‘One of deadliest attacks’: 50 ISIS militants reported dead in Kobani assault
The fighting, which took place on Saturday and early Sunday, was reportedly one of the deadliest 24-hour periods for IS militants since they launched a mid-September assault to seize the city from its predominantly Kurdish population, the British-based Syrian Observatory for Human Rights said.
Eleven Kurdish fighters were also killed, according to the group.
Meanwhile, the Observatory also said the coalition had launched 30 airstrikes in and around the northeastern city of Raqqa – the de facto capital of the IS in Syria.
The strikes targeted both positions in the city and the sprawling Division 17 airbase, which the IS seized from the Syrian military earlier this year.
No information regarding casualties has been released so far.
The reports indicate a significant shift in momentum for Kurdish forces, which have been bolstered both by compatriots from Iraq and the US-led air campaign which began on September 23.

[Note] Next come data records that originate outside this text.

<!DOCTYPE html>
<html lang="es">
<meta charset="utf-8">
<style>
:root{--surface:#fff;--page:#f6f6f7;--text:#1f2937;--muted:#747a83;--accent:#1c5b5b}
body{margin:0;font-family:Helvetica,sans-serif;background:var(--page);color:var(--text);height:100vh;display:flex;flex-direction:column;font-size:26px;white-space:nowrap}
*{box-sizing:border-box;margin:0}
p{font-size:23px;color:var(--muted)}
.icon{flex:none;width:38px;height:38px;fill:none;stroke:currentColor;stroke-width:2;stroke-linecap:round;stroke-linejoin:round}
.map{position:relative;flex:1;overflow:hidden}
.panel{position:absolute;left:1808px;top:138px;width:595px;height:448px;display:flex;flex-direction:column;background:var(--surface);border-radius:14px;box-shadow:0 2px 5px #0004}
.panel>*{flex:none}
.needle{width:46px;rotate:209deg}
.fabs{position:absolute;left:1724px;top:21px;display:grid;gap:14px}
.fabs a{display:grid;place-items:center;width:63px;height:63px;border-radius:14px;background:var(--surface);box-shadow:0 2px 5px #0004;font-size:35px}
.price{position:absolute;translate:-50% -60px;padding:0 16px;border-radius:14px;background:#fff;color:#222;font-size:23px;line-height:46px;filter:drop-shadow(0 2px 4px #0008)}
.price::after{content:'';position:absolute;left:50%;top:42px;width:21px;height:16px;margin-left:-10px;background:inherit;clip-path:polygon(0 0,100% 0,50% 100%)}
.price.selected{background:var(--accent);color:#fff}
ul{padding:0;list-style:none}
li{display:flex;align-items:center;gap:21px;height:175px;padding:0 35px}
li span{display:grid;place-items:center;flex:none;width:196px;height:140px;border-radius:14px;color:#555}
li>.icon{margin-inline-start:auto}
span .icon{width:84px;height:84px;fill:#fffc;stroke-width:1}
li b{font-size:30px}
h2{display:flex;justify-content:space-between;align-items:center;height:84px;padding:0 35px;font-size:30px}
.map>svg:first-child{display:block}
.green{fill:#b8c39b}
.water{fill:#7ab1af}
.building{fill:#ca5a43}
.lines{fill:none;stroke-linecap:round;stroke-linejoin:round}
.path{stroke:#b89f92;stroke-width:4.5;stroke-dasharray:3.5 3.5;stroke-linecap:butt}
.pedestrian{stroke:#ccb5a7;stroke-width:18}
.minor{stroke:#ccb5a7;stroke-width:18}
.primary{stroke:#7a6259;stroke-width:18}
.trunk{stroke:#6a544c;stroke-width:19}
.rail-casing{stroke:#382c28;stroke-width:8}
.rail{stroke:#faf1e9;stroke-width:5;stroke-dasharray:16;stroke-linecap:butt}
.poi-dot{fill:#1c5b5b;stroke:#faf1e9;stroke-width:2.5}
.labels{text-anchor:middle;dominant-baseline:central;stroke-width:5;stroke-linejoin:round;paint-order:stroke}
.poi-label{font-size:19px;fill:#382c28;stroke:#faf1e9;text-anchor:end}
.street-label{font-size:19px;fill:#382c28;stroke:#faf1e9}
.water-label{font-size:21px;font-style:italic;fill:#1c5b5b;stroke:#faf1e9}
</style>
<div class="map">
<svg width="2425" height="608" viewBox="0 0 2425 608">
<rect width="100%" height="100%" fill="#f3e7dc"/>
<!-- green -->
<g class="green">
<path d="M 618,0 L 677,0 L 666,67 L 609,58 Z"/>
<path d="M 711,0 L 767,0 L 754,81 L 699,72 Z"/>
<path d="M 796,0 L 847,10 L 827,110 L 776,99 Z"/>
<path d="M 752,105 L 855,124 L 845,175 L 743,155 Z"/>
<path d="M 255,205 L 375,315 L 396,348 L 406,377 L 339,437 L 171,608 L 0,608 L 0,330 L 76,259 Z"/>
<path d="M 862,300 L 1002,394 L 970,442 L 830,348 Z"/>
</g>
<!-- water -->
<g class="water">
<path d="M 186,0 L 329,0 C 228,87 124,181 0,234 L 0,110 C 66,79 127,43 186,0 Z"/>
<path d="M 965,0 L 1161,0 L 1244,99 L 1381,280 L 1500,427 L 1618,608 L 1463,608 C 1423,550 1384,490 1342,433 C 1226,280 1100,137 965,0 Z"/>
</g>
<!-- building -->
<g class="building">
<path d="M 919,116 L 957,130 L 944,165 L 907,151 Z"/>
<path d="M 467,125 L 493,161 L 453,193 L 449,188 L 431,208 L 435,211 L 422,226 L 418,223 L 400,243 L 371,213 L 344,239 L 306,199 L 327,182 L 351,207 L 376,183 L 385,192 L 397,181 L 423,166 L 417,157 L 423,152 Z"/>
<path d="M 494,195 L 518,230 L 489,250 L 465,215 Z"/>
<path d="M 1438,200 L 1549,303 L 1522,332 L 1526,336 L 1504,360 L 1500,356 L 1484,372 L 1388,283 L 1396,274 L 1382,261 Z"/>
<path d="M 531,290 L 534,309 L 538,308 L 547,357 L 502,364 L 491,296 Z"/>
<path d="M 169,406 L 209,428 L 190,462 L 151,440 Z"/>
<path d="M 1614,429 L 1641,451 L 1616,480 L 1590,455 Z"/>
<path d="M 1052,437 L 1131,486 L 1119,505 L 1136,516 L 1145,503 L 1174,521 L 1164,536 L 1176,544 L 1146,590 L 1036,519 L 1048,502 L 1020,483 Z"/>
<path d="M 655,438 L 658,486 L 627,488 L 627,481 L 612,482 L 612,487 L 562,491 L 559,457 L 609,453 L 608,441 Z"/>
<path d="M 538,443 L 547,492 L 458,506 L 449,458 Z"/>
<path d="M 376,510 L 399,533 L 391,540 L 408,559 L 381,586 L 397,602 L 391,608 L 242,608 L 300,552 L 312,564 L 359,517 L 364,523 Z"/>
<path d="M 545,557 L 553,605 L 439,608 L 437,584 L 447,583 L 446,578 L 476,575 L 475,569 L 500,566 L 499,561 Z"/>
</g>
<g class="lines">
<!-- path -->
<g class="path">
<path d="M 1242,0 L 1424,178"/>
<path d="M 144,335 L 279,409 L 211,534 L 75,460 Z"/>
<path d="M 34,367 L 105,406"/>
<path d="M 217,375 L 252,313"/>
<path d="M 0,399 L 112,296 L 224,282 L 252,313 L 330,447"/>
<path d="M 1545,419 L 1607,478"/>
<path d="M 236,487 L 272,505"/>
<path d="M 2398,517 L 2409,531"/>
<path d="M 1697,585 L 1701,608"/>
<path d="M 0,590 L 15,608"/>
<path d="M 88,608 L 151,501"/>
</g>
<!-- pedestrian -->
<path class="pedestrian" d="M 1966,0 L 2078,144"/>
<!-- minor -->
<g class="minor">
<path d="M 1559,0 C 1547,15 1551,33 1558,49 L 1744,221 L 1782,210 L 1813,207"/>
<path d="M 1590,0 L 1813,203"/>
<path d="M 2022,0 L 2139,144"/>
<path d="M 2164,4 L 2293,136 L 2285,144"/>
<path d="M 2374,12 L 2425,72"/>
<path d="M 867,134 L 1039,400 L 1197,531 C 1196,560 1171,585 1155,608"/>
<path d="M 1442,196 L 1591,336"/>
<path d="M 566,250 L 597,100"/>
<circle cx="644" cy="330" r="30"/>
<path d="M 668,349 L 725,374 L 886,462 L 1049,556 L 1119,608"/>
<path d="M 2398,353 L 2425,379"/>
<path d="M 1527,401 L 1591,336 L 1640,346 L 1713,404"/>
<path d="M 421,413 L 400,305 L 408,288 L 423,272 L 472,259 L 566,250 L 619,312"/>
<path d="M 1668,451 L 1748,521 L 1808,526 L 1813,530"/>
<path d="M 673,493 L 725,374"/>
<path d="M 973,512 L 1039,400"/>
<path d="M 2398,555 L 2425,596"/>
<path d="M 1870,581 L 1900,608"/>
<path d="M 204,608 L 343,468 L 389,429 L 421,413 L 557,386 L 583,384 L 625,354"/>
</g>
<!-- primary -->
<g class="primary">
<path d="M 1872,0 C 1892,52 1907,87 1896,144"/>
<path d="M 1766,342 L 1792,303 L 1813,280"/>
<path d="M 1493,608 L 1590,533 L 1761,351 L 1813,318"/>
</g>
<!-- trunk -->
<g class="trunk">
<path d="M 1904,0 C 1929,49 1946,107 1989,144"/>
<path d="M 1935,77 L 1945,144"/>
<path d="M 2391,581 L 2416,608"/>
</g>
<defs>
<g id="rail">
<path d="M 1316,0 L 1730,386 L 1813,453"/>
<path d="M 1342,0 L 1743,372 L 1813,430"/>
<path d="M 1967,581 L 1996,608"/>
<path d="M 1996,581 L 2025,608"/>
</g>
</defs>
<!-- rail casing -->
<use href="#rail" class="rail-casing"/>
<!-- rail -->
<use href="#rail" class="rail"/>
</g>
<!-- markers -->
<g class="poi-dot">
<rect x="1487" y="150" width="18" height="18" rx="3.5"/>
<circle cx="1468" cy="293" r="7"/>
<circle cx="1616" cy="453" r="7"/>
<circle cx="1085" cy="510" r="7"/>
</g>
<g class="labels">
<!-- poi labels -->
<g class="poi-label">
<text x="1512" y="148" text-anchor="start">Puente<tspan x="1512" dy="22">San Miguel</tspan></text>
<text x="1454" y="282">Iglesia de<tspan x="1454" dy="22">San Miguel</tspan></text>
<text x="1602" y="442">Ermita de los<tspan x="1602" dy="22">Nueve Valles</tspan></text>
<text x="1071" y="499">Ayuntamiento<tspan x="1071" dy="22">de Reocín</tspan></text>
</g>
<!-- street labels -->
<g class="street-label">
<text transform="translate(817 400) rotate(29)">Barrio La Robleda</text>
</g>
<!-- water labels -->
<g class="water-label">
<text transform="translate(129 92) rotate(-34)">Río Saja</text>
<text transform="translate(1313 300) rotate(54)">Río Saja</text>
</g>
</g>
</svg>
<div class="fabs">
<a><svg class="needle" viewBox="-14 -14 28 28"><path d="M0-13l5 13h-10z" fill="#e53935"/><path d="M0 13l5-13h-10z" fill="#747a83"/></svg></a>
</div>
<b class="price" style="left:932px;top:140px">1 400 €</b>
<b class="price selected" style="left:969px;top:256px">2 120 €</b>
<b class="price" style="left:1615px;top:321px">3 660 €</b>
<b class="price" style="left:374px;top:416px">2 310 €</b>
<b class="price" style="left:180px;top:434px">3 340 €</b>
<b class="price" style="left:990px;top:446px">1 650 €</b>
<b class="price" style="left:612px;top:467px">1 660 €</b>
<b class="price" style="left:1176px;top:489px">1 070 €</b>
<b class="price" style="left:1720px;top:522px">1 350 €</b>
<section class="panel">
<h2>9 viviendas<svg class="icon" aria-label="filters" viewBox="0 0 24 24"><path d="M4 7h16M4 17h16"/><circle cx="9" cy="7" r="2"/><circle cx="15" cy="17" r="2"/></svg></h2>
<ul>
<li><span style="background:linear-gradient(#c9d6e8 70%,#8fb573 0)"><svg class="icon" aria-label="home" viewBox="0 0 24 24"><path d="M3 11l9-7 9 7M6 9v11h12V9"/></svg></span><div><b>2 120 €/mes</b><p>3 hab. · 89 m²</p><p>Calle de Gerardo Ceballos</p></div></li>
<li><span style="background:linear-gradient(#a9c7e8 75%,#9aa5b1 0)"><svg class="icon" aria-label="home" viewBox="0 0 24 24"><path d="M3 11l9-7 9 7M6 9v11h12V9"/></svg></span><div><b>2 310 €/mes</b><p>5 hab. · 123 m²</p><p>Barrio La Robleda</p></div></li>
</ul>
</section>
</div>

John Allen, the US coordinator of the coalition, said earlier this week that at least 600 IS fighters had been killed in airstrikes so far, AFP reports. He added that by concentrating its forces on Kobani, the militants had made themselves easy targets for coalition warplanes.
Syrian Foreign Minister Walid Muallem, however, said the airstrikes would ultimately be ineffective unless Turkey closed its borders to militants.
Muallem’s claims are likely to be strengthened by reports that the IS launched its first attack against Kobani from Turkish soil on Saturday.
According to Nawaf Khalil, a spokesman for Syria's prominent Kurdish Democratic Union Party, IS forces advanced from Turkish territory to attack the border crossing between the embattled city and Turkey.
The Islamic State "used to attack the town from three sides. Today, they are attacking from four sides," AP cited Khalil as saying.
Heavy fighting, in which IS used tanks to bolster their ground forces, also took place southwest of Kobani.
Ankara has yet comment on reports Turkish soil has been used as a staging ground for IS to launch attacks.
Turkey has characterized the presence of IS on its borders as a “strategic risk and threat,” but has so far balked at US calls to employ military force to stem the tide of jihadist forces.
Despite broad regional and international support for the Kurds fighting in Syria, Ankara has resisted any moves which could bolster its own 13.4-million-strong Kurdish population.
In October, Turkish President Recep Tayyip Erdogan said that the Syrian Kurdish PYD (Democratic Union Party) in Kobani is "no different" to the Kurdistan Workers Party (PKK).
The PKK is banned in Turkey as a terrorist organization for leading a 30-year struggle against Ankara in order to create a Kurdish autonomous region in southeastern Turkey.
Ankara has previously demanded that US-military action against the government of embattled Syrian President Bashar Assad would be a pre-condition for increased cooperation in the fight against the IS.
Damascus has accused Turkey of supporting "terrorism" due to its support for Syrian opposition fighters. Turkey has denied the allegations.